The reaction to the message came from the male quarter. And suddenly the very men who would watch porn slyly on the side, became scandalised by a woman exchanging a witty joke with sexual material with another woman. It was almost as if, for the men in question, the woman who was worth keeping in touch with or considering part of one’s social circle was someone who was devoid of any interest in sexuality or sexual material.It was as I said earlier, the Madonna-Whore complex, played out so very subtly and complexly that one could have almost missed out the dichotomy inherent in the whole incident.
And this took place in a context which prided itself on being ‘equal’ to men and women, which thought that gender identity was not imposed on any of its students. But I’m sure if you ask the women, they would tell of many more such incidents. What then happens in such places is that because of the gender neutral policy, the space to talk meaningfully about prejudices is missing. And this is something that needs to be uncovered and challenged.

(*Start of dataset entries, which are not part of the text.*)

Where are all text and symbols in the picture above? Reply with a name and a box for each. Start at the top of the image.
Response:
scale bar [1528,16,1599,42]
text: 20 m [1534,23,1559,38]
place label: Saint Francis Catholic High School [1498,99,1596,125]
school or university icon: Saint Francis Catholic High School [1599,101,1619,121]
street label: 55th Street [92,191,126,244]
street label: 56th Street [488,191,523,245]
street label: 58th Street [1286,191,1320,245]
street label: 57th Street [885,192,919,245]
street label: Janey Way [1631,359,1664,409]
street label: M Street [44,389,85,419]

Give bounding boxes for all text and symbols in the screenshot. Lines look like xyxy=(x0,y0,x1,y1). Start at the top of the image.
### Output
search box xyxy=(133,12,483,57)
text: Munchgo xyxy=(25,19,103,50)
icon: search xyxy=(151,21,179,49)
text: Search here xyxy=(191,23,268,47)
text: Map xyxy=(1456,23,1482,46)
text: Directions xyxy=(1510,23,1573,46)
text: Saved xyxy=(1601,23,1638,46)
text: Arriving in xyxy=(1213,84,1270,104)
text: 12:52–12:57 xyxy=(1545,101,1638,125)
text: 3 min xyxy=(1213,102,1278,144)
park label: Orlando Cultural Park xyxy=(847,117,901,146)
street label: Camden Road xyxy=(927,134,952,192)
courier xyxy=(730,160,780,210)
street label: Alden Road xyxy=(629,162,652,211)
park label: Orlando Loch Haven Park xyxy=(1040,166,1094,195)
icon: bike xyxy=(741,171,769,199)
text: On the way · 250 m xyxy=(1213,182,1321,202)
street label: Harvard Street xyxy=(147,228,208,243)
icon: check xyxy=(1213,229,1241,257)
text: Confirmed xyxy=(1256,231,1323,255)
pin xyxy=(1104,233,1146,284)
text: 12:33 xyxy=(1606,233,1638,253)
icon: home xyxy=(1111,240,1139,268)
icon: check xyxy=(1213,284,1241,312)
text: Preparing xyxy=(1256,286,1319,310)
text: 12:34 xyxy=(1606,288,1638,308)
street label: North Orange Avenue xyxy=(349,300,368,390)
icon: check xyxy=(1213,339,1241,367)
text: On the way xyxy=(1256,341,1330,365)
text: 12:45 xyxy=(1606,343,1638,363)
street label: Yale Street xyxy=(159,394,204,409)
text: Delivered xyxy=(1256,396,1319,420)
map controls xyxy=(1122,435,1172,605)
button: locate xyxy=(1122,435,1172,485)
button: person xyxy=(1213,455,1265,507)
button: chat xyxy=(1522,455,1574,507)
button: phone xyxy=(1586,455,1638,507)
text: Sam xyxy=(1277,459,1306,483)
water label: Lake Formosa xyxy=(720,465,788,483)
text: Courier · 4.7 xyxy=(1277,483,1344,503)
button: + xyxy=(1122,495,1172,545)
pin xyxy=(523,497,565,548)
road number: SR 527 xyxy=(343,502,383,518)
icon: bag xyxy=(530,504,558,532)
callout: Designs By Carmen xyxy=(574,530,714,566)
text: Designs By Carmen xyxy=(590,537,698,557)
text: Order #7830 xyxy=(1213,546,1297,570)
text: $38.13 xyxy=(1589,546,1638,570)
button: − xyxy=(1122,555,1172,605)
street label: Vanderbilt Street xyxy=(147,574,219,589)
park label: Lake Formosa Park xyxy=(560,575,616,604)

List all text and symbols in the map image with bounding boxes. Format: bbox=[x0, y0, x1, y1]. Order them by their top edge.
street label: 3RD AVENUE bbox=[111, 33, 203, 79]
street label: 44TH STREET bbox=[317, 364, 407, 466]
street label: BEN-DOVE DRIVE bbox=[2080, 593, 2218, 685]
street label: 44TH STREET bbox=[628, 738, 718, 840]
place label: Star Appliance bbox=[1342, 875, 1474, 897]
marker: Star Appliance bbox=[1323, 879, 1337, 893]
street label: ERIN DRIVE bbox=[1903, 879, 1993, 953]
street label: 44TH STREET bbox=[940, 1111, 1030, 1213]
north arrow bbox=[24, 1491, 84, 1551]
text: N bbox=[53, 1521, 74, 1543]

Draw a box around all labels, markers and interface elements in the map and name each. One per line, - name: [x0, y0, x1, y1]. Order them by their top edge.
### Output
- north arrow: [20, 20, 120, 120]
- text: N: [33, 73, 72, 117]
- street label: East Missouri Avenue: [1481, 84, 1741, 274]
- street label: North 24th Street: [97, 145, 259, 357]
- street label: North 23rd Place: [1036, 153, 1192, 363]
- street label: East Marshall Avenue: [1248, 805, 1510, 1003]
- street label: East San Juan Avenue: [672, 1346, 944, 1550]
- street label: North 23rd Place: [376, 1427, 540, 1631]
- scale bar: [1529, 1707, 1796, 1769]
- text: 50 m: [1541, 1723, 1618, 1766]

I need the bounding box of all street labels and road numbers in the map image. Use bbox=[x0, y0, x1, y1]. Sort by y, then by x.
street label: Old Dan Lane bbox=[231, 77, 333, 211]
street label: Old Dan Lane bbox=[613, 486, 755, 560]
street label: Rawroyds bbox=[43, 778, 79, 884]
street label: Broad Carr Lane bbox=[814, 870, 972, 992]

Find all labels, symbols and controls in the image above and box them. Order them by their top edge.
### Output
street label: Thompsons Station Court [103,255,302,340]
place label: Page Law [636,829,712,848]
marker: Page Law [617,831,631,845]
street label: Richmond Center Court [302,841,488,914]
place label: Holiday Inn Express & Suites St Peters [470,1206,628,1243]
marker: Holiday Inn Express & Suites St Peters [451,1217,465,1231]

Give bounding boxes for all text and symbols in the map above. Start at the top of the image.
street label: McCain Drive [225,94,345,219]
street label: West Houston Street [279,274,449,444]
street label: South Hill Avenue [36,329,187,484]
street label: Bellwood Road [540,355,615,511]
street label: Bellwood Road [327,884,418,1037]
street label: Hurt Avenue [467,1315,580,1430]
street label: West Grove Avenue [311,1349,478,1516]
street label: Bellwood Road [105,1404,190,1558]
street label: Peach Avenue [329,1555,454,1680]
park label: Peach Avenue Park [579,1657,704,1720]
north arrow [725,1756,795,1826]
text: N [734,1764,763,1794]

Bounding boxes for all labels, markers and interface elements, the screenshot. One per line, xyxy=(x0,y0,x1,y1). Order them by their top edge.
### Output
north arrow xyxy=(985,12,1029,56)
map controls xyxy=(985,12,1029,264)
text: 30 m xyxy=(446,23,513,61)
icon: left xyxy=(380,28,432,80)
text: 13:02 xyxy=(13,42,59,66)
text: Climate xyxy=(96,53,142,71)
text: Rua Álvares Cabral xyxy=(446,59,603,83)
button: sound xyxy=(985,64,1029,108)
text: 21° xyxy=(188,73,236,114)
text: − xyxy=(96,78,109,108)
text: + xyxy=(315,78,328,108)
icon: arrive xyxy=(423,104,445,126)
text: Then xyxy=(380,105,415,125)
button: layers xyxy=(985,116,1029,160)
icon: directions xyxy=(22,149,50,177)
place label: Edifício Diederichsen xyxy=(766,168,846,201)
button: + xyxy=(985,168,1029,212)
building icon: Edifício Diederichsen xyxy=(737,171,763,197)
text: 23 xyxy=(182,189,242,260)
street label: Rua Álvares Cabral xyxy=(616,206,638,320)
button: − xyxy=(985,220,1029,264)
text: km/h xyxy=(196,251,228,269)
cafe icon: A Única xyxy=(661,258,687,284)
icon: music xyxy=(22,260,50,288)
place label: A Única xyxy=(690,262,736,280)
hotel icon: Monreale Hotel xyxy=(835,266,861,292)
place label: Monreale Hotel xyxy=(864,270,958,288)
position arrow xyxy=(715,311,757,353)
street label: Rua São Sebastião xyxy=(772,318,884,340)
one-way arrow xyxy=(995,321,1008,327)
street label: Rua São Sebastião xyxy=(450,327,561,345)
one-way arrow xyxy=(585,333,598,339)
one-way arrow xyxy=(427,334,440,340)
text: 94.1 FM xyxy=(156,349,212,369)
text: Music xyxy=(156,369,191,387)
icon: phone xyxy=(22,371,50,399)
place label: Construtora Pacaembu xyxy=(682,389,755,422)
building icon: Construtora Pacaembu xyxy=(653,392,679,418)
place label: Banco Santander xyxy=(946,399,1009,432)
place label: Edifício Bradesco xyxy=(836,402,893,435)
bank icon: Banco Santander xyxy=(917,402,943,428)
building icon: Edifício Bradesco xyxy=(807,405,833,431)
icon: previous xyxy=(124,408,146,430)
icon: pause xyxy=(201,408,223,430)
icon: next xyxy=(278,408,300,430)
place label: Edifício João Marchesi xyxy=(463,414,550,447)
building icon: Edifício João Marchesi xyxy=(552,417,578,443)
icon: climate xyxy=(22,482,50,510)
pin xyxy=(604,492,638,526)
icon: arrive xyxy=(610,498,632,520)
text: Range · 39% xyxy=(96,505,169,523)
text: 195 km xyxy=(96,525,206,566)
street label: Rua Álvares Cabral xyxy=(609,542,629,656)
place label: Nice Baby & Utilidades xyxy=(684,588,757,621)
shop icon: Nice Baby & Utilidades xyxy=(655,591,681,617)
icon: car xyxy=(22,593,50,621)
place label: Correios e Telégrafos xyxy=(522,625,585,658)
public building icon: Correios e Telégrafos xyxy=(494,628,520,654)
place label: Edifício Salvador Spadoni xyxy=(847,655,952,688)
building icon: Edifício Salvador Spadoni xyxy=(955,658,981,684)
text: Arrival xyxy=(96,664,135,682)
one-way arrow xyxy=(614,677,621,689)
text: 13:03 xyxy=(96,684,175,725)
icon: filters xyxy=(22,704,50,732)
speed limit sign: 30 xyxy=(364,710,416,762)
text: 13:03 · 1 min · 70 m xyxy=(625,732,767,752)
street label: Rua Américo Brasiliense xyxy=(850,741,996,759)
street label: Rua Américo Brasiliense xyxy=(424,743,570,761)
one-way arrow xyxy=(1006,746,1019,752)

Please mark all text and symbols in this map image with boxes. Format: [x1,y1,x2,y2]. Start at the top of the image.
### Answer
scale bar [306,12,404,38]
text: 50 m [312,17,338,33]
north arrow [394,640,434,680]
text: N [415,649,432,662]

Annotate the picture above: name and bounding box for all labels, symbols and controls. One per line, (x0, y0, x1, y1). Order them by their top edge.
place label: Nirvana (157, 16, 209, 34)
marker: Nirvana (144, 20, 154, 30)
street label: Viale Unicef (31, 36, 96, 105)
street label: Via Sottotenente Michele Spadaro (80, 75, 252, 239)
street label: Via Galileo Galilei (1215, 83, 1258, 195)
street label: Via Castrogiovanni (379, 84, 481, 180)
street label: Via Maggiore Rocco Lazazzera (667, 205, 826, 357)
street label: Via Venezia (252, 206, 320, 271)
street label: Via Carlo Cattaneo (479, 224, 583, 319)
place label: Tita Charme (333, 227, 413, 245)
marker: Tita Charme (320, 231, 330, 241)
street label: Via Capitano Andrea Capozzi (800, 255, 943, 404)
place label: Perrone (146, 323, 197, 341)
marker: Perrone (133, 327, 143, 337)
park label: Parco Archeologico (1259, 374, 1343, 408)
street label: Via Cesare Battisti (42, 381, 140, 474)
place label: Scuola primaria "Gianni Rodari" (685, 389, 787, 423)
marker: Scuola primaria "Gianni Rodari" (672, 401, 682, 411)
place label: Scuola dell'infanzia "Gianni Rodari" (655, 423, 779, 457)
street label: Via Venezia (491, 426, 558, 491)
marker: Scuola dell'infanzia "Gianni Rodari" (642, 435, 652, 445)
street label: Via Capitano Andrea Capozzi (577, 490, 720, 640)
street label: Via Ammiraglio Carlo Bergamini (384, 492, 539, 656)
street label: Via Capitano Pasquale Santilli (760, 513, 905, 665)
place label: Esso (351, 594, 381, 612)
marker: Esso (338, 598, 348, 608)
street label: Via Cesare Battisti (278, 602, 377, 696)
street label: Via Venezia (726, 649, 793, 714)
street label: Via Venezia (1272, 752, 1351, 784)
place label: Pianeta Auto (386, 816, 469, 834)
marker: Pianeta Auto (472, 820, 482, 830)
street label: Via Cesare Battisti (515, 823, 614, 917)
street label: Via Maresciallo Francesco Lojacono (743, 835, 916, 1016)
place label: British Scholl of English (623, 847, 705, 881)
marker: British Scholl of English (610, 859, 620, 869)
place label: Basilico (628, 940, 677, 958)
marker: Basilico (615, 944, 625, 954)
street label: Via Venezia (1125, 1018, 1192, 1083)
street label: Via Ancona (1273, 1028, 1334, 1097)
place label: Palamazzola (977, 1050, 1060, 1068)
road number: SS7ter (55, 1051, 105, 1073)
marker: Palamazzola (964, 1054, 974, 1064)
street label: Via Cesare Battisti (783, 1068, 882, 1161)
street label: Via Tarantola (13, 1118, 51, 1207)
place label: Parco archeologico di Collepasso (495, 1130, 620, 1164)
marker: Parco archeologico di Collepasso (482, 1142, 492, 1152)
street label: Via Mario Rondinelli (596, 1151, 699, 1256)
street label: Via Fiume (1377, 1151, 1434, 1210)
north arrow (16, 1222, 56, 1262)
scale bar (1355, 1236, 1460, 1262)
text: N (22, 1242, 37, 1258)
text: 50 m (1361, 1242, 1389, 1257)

Thursday, October 11, 2012

Note on a 'hypothetical' gender-neutral/gender-less school policy



When one removes gender, when one says let us go beyond gender and not distinguish between boys and girls and have a surface equality in school, the danger that one runs is that one removes the space in which one can resist any sort of gender inequality. Though the school policies might follow a certain gender equality, in practice there might be subtle forms of gender power relations and disciplining of the female body and a mutated form of a male dominated world. Here, boys and girls study together, play together, get the same treatment from authority, yet gender socialisation points out that certain disciplinary norms are at work. For instance in a heterogeneous group comprised of boys and girls, boys might prefer the fairer girls and might exclude the ones who are not fair. Or they might tease the ones who are fat or pay more attention to the one who adhere to a normative sense of the feminine. Their might also be a mutated gender role play in sports and dance. When these happen, the space to protest, resist or seek some form of equality and justice is suddenly missing. This is so because the school space, which is supposed to be ‘gender-neutral’ or ‘gender-transcendental’ does not recognise these every day acts of the disciplining of the female body. Those who protest or dissent then carry the burden of being gendered, or worrying too much about gender in a gender-less world, just like those who talk about caste discrimination suddenly carry the burden of caste, absolving the higher castes of any caste identity.